** Opening Input for this task block **
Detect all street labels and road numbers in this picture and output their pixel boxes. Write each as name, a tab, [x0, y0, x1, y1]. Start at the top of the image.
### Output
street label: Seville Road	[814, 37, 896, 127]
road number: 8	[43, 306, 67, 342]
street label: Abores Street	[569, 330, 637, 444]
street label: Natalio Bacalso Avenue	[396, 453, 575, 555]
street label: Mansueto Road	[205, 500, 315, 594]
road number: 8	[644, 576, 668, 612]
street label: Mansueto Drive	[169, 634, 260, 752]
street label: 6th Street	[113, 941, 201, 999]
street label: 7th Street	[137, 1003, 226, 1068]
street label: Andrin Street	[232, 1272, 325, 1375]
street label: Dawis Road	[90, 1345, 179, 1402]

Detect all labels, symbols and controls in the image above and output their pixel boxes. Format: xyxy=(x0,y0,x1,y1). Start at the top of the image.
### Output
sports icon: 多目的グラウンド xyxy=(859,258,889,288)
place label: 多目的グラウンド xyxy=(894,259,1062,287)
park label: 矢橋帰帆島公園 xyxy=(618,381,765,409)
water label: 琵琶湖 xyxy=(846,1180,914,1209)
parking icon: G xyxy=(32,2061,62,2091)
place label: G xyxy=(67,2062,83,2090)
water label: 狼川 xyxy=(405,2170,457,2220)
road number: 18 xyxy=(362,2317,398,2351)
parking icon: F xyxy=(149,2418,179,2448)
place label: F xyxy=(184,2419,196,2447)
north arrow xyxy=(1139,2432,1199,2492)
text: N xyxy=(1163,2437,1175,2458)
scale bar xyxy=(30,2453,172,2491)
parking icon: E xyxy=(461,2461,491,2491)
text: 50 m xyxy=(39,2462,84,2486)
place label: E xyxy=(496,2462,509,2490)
** Closing Input for this task block **
Goal of the exercise:
Could you reproduce, exactly as written, the lines running from the one with "Detect all labels, symbols" to the end of the entries above?

Solved problem:
Detect all labels, symbols and controls in the image above and output their pixel boxes. Format: xyxy=(x0,y0,x1,y1). Start at the top of the image.
### Output
sports icon: 多目的グラウンド xyxy=(859,258,889,288)
place label: 多目的グラウンド xyxy=(894,259,1062,287)
park label: 矢橋帰帆島公園 xyxy=(618,381,765,409)
water label: 琵琶湖 xyxy=(846,1180,914,1209)
parking icon: G xyxy=(32,2061,62,2091)
place label: G xyxy=(67,2062,83,2090)
water label: 狼川 xyxy=(405,2170,457,2220)
road number: 18 xyxy=(362,2317,398,2351)
parking icon: F xyxy=(149,2418,179,2448)
place label: F xyxy=(184,2419,196,2447)
north arrow xyxy=(1139,2432,1199,2492)
text: N xyxy=(1163,2437,1175,2458)
scale bar xyxy=(30,2453,172,2491)
parking icon: E xyxy=(461,2461,491,2491)
text: 50 m xyxy=(39,2462,84,2486)
place label: E xyxy=(496,2462,509,2490)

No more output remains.